--- Records provided ---
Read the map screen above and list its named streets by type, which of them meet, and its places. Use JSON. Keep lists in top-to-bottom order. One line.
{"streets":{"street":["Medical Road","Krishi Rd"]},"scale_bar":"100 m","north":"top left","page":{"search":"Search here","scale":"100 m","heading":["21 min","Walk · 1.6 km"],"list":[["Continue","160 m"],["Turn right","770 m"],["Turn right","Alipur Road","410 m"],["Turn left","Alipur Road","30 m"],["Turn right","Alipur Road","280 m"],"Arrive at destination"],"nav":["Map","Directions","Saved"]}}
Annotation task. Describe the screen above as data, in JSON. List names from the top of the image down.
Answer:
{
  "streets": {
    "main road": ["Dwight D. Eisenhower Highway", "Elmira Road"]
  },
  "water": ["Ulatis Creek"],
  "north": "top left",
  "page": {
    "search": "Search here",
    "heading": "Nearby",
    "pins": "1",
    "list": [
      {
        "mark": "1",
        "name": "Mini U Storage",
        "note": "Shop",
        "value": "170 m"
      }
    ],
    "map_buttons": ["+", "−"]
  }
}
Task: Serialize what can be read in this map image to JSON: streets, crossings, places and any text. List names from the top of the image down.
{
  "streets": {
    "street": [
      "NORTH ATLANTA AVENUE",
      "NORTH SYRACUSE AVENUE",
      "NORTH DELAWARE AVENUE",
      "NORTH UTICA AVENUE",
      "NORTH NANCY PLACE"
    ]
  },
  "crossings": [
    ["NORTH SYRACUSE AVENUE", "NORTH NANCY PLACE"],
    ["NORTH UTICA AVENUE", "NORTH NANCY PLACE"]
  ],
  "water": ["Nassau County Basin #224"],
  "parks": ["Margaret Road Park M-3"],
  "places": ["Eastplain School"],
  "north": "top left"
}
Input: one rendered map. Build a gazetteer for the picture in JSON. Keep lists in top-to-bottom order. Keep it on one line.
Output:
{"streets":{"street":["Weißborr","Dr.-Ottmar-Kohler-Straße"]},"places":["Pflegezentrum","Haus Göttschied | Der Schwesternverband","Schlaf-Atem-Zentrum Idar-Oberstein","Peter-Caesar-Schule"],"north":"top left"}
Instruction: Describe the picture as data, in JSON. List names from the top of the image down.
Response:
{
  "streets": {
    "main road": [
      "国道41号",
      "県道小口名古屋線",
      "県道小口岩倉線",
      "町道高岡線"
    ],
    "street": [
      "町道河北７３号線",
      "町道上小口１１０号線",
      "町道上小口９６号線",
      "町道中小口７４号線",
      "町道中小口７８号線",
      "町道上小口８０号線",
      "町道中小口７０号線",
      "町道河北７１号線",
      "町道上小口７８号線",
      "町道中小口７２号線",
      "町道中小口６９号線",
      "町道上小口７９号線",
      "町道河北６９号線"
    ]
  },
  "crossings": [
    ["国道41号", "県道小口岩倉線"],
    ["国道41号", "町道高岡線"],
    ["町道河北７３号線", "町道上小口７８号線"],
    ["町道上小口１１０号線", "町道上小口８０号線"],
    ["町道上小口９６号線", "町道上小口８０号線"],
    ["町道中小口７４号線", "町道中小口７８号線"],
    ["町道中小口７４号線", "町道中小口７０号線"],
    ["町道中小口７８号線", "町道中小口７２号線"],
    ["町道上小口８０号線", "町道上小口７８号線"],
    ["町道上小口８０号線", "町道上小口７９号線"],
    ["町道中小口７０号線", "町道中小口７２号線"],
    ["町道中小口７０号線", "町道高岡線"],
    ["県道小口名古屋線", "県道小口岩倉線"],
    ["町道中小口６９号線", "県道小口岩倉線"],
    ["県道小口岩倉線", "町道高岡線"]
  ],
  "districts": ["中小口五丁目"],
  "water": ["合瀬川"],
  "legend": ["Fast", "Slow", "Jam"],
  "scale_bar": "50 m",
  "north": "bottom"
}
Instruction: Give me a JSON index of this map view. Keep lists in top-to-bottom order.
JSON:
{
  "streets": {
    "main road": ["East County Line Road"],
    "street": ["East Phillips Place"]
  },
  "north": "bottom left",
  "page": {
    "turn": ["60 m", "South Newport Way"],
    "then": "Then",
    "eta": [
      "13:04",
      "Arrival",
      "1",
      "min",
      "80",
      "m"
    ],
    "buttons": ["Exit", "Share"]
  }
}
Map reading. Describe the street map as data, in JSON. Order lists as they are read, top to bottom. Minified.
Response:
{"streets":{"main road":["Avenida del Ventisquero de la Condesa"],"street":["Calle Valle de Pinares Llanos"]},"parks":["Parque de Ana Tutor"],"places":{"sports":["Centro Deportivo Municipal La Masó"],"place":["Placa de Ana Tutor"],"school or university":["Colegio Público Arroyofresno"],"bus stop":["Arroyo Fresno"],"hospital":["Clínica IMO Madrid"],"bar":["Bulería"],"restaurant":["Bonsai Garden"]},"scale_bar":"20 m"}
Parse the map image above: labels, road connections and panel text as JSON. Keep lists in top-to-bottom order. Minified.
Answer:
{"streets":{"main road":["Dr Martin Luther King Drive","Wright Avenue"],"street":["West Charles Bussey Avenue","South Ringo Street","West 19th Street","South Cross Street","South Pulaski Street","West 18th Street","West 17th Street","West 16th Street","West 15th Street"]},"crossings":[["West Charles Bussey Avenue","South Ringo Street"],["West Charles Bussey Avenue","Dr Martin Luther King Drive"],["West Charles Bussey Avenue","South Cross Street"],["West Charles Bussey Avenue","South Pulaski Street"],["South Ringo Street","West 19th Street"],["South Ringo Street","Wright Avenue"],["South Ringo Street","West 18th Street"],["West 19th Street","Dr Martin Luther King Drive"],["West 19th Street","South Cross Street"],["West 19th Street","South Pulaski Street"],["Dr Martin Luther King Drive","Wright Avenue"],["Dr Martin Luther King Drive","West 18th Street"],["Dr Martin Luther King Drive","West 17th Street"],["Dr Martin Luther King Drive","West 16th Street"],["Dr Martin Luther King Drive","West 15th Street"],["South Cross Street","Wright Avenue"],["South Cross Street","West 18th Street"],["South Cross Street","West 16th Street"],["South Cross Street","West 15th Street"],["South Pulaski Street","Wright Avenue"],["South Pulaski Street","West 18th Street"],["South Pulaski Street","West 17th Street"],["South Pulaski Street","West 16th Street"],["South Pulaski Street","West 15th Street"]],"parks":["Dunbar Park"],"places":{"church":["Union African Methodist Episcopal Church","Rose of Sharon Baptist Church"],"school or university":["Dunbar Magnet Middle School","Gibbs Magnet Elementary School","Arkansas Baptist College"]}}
---
Transcribe every record above word for word.

Read the map screen above and list its named streets by type, which of them meet, and its places. Use JSON. Keep lists in top-to-bottom order. One line.
{"streets":{"street":["Medical Road","Krishi Rd"]},"scale_bar":"100 m","north":"top left","page":{"search":"Search here","scale":"100 m","heading":["21 min","Walk · 1.6 km"],"list":[["Continue","160 m"],["Turn right","770 m"],["Turn right","Alipur Road","410 m"],["Turn left","Alipur Road","30 m"],["Turn right","Alipur Road","280 m"],"Arrive at destination"],"nav":["Map","Directions","Saved"]}}
Annotation task. Describe the screen above as data, in JSON. List names from the top of the image down.
Answer:
{
  "streets": {
    "main road": ["Dwight D. Eisenhower Highway", "Elmira Road"]
  },
  "water": ["Ulatis Creek"],
  "north": "top left",
  "page": {
    "search": "Search here",
    "heading": "Nearby",
    "pins": "1",
    "list": [
      {
        "mark": "1",
        "name": "Mini U Storage",
        "note": "Shop",
        "value": "170 m"
      }
    ],
    "map_buttons": ["+", "−"]
  }
}
Task: Serialize what can be read in this map image to JSON: streets, crossings, places and any text. List names from the top of the image down.
{
  "streets": {
    "street": [
      "NORTH ATLANTA AVENUE",
      "NORTH SYRACUSE AVENUE",
      "NORTH DELAWARE AVENUE",
      "NORTH UTICA AVENUE",
      "NORTH NANCY PLACE"
    ]
  },
  "crossings": [
    ["NORTH SYRACUSE AVENUE", "NORTH NANCY PLACE"],
    ["NORTH UTICA AVENUE", "NORTH NANCY PLACE"]
  ],
  "water": ["Nassau County Basin #224"],
  "parks": ["Margaret Road Park M-3"],
  "places": ["Eastplain School"],
  "north": "top left"
}
Input: one rendered map. Build a gazetteer for the picture in JSON. Keep lists in top-to-bottom order. Keep it on one line.
Output:
{"streets":{"street":["Weißborr","Dr.-Ottmar-Kohler-Straße"]},"places":["Pflegezentrum","Haus Göttschied | Der Schwesternverband","Schlaf-Atem-Zentrum Idar-Oberstein","Peter-Caesar-Schule"],"north":"top left"}
Instruction: Describe the picture as data, in JSON. List names from the top of the image down.
Response:
{
  "streets": {
    "main road": [
      "国道41号",
      "県道小口名古屋線",
      "県道小口岩倉線",
      "町道高岡線"
    ],
    "street": [
      "町道河北７３号線",
      "町道上小口１１０号線",
      "町道上小口９６号線",
      "町道中小口７４号線",
      "町道中小口７８号線",
      "町道上小口８０号線",
      "町道中小口７０号線",
      "町道河北７１号線",
      "町道上小口７８号線",
      "町道中小口７２号線",
      "町道中小口６９号線",
      "町道上小口７９号線",
      "町道河北６９号線"
    ]
  },
  "crossings": [
    ["国道41号", "県道小口岩倉線"],
    ["国道41号", "町道高岡線"],
    ["町道河北７３号線", "町道上小口７８号線"],
    ["町道上小口１１０号線", "町道上小口８０号線"],
    ["町道上小口９６号線", "町道上小口８０号線"],
    ["町道中小口７４号線", "町道中小口７８号線"],
    ["町道中小口７４号線", "町道中小口７０号線"],
    ["町道中小口７８号線", "町道中小口７２号線"],
    ["町道上小口８０号線", "町道上小口７８号線"],
    ["町道上小口８０号線", "町道上小口７９号線"],
    ["町道中小口７０号線", "町道中小口７２号線"],
    ["町道中小口７０号線", "町道高岡線"],
    ["県道小口名古屋線", "県道小口岩倉線"],
    ["町道中小口６９号線", "県道小口岩倉線"],
    ["県道小口岩倉線", "町道高岡線"]
  ],
  "districts": ["中小口五丁目"],
  "water": ["合瀬川"],
  "legend": ["Fast", "Slow", "Jam"],
  "scale_bar": "50 m",
  "north": "bottom"
}
Instruction: Give me a JSON index of this map view. Keep lists in top-to-bottom order.
JSON:
{
  "streets": {
    "main road": ["East County Line Road"],
    "street": ["East Phillips Place"]
  },
  "north": "bottom left",
  "page": {
    "turn": ["60 m", "South Newport Way"],
    "then": "Then",
    "eta": [
      "13:04",
      "Arrival",
      "1",
      "min",
      "80",
      "m"
    ],
    "buttons": ["Exit", "Share"]
  }
}
Map reading. Describe the street map as data, in JSON. Order lists as they are read, top to bottom. Minified.
Response:
{"streets":{"main road":["Avenida del Ventisquero de la Condesa"],"street":["Calle Valle de Pinares Llanos"]},"parks":["Parque de Ana Tutor"],"places":{"sports":["Centro Deportivo Municipal La Masó"],"place":["Placa de Ana Tutor"],"school or university":["Colegio Público Arroyofresno"],"bus stop":["Arroyo Fresno"],"hospital":["Clínica IMO Madrid"],"bar":["Bulería"],"restaurant":["Bonsai Garden"]},"scale_bar":"20 m"}
Parse the map image above: labels, road connections and panel text as JSON. Keep lists in top-to-bottom order. Minified.
Answer:
{"streets":{"main road":["Dr Martin Luther King Drive","Wright Avenue"],"street":["West Charles Bussey Avenue","South Ringo Street","West 19th Street","South Cross Street","South Pulaski Street","West 18th Street","West 17th Street","West 16th Street","West 15th Street"]},"crossings":[["West Charles Bussey Avenue","South Ringo Street"],["West Charles Bussey Avenue","Dr Martin Luther King Drive"],["West Charles Bussey Avenue","South Cross Street"],["West Charles Bussey Avenue","South Pulaski Street"],["South Ringo Street","West 19th Street"],["South Ringo Street","Wright Avenue"],["South Ringo Street","West 18th Street"],["West 19th Street","Dr Martin Luther King Drive"],["West 19th Street","South Cross Street"],["West 19th Street","South Pulaski Street"],["Dr Martin Luther King Drive","Wright Avenue"],["Dr Martin Luther King Drive","West 18th Street"],["Dr Martin Luther King Drive","West 17th Street"],["Dr Martin Luther King Drive","West 16th Street"],["Dr Martin Luther King Drive","West 15th Street"],["South Cross Street","Wright Avenue"],["South Cross Street","West 18th Street"],["South Cross Street","West 16th Street"],["South Cross Street","West 15th Street"],["South Pulaski Street","Wright Avenue"],["South Pulaski Street","West 18th Street"],["South Pulaski Street","West 17th Street"],["South Pulaski Street","West 16th Street"],["South Pulaski Street","West 15th Street"]],"parks":["Dunbar Park"],"places":{"church":["Union African Methodist Episcopal Church","Rose of Sharon Baptist Church"],"school or university":["Dunbar Magnet Middle School","Gibbs Magnet Elementary School","Arkansas Baptist College"]}}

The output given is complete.